DIRECTIONS FOR THIS TASK: Take the listing from its first line through the line that contains "margin:0; padding:0; list-style:none" and please retype those lines exactly, leaving out the pictures.

++++++++

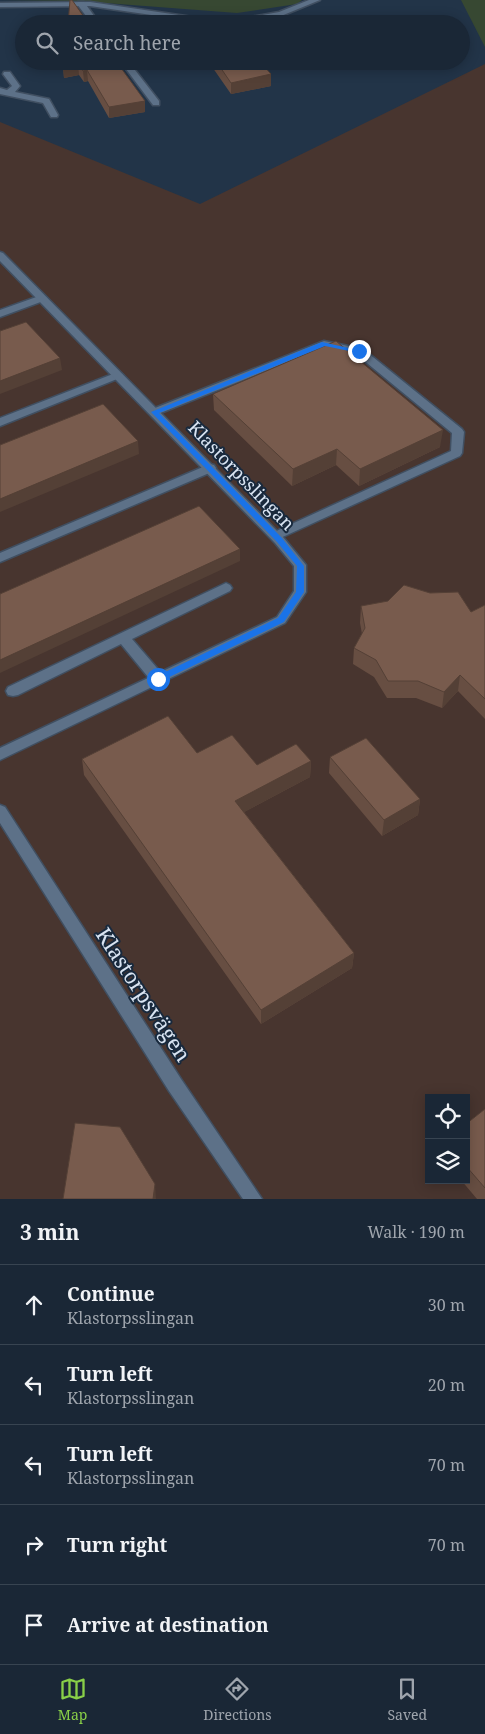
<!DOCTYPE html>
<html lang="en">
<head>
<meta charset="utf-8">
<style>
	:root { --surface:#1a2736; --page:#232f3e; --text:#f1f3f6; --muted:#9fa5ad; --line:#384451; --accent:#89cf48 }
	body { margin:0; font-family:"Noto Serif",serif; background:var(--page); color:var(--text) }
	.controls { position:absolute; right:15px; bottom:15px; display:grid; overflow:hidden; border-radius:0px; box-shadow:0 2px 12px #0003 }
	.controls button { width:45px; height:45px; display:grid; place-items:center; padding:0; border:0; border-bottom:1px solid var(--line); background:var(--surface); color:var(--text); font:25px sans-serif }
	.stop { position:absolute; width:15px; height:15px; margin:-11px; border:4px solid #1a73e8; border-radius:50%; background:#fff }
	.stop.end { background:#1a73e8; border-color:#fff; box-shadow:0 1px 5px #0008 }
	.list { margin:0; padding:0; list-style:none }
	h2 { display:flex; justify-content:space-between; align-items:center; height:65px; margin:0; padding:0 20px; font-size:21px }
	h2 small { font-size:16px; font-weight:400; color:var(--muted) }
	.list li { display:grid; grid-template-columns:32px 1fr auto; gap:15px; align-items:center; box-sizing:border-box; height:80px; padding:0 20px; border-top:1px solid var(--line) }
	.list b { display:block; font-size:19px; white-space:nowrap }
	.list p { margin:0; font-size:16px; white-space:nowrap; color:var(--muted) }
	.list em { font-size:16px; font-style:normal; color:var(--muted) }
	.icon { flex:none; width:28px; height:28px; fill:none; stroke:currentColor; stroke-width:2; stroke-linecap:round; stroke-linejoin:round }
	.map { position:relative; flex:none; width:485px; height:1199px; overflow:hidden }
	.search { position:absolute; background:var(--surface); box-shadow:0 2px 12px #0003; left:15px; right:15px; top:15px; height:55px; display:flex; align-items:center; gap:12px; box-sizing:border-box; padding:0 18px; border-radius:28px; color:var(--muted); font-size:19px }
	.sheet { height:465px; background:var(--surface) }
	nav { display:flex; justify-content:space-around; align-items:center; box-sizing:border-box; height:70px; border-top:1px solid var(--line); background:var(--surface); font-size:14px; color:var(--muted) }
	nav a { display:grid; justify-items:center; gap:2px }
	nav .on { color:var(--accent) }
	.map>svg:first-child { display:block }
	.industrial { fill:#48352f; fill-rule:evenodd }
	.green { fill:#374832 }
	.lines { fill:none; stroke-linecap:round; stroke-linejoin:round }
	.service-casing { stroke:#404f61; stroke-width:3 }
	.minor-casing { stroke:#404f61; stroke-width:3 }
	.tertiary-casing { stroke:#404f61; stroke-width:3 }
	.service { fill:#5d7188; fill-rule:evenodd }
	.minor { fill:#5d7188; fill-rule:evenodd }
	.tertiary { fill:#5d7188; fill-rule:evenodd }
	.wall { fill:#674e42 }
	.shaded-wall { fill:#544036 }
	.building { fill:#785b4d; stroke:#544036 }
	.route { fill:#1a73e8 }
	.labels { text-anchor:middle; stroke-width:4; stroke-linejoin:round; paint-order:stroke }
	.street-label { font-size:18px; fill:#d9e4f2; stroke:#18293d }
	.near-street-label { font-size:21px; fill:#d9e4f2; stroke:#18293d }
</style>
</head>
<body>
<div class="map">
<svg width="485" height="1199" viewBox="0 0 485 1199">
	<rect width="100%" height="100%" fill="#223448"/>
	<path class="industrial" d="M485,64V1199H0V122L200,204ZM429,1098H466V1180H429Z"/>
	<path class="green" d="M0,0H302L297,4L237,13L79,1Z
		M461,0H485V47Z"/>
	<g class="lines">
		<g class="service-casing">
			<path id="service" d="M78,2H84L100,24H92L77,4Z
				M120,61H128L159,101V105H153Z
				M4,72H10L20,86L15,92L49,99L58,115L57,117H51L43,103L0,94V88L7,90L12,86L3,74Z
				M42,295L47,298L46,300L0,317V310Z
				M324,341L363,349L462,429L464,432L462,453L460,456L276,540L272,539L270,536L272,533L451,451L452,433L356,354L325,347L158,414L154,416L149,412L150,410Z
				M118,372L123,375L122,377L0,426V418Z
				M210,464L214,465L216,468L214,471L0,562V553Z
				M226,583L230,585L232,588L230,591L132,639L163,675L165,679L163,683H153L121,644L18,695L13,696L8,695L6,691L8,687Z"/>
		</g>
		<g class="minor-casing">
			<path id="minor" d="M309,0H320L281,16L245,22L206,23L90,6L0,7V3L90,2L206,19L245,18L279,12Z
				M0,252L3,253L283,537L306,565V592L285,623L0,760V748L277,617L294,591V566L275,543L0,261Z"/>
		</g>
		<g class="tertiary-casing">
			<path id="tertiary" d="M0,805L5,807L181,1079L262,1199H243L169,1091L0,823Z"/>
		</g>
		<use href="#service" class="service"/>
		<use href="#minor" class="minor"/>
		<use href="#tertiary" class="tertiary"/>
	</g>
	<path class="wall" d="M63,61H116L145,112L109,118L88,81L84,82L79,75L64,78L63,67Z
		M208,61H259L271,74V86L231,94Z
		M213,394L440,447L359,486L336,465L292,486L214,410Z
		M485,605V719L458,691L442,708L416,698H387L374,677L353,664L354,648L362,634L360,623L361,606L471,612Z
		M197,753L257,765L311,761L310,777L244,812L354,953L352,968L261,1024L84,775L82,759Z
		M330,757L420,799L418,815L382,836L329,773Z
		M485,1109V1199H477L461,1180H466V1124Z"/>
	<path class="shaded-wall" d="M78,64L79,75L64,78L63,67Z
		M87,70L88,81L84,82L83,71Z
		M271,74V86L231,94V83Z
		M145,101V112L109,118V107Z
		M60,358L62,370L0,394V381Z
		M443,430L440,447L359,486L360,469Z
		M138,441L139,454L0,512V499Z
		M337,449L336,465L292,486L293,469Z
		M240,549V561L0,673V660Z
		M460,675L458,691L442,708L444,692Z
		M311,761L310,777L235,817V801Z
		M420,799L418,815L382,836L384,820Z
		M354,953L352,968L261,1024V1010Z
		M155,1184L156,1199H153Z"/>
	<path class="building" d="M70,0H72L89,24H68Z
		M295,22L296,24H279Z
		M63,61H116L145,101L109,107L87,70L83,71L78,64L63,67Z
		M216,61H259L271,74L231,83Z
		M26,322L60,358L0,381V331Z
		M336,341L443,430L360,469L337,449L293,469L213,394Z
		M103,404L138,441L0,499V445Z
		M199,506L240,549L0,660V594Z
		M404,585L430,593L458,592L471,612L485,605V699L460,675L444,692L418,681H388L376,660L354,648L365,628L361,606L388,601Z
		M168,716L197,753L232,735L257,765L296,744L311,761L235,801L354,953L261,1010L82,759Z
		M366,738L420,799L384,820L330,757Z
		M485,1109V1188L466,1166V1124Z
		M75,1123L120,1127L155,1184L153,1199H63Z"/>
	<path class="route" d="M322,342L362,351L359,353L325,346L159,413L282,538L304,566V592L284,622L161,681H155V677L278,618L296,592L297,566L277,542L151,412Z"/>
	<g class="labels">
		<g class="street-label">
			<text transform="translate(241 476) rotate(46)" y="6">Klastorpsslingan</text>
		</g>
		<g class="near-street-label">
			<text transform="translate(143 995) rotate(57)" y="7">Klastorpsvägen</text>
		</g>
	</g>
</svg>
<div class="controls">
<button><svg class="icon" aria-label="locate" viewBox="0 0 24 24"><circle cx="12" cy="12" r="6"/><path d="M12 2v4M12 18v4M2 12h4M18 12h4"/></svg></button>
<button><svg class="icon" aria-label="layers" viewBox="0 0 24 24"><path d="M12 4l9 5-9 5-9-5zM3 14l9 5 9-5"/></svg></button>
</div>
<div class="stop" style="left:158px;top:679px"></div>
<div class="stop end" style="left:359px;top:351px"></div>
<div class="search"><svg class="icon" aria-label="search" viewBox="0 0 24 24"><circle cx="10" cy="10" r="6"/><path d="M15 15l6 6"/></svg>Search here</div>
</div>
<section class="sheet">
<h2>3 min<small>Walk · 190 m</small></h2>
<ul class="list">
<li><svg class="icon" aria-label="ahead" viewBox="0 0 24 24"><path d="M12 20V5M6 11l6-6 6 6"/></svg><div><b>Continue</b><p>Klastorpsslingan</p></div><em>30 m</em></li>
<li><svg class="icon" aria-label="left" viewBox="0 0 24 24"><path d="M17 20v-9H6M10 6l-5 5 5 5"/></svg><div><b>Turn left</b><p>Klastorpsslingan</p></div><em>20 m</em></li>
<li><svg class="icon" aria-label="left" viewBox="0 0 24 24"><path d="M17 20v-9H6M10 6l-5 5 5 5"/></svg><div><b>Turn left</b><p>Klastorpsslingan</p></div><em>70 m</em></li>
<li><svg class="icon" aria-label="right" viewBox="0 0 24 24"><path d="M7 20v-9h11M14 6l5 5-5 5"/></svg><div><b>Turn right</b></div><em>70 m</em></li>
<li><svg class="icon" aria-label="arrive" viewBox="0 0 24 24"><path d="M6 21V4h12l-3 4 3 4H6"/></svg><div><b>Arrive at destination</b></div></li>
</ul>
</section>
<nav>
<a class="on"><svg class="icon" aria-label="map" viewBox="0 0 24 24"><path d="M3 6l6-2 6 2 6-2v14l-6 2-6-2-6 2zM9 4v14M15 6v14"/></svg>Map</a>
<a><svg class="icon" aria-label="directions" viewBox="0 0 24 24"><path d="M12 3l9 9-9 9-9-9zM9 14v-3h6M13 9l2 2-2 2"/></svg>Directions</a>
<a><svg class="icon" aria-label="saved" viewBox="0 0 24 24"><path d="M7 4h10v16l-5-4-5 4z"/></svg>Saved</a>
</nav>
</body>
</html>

++++++++

RESULT:
<!DOCTYPE html>
<html lang="en">
<head>
<meta charset="utf-8">
<style>
	:root { --surface:#1a2736; --page:#232f3e; --text:#f1f3f6; --muted:#9fa5ad; --line:#384451; --accent:#89cf48 }
	body { margin:0; font-family:"Noto Serif",serif; background:var(--page); color:var(--text) }
	.controls { position:absolute; right:15px; bottom:15px; display:grid; overflow:hidden; border-radius:0px; box-shadow:0 2px 12px #0003 }
	.controls button { width:45px; height:45px; display:grid; place-items:center; padding:0; border:0; border-bottom:1px solid var(--line); background:var(--surface); color:var(--text); font:25px sans-serif }
	.stop { position:absolute; width:15px; height:15px; margin:-11px; border:4px solid #1a73e8; border-radius:50%; background:#fff }
	.stop.end { background:#1a73e8; border-color:#fff; box-shadow:0 1px 5px #0008 }
	.list { margin:0; padding:0; list-style:none }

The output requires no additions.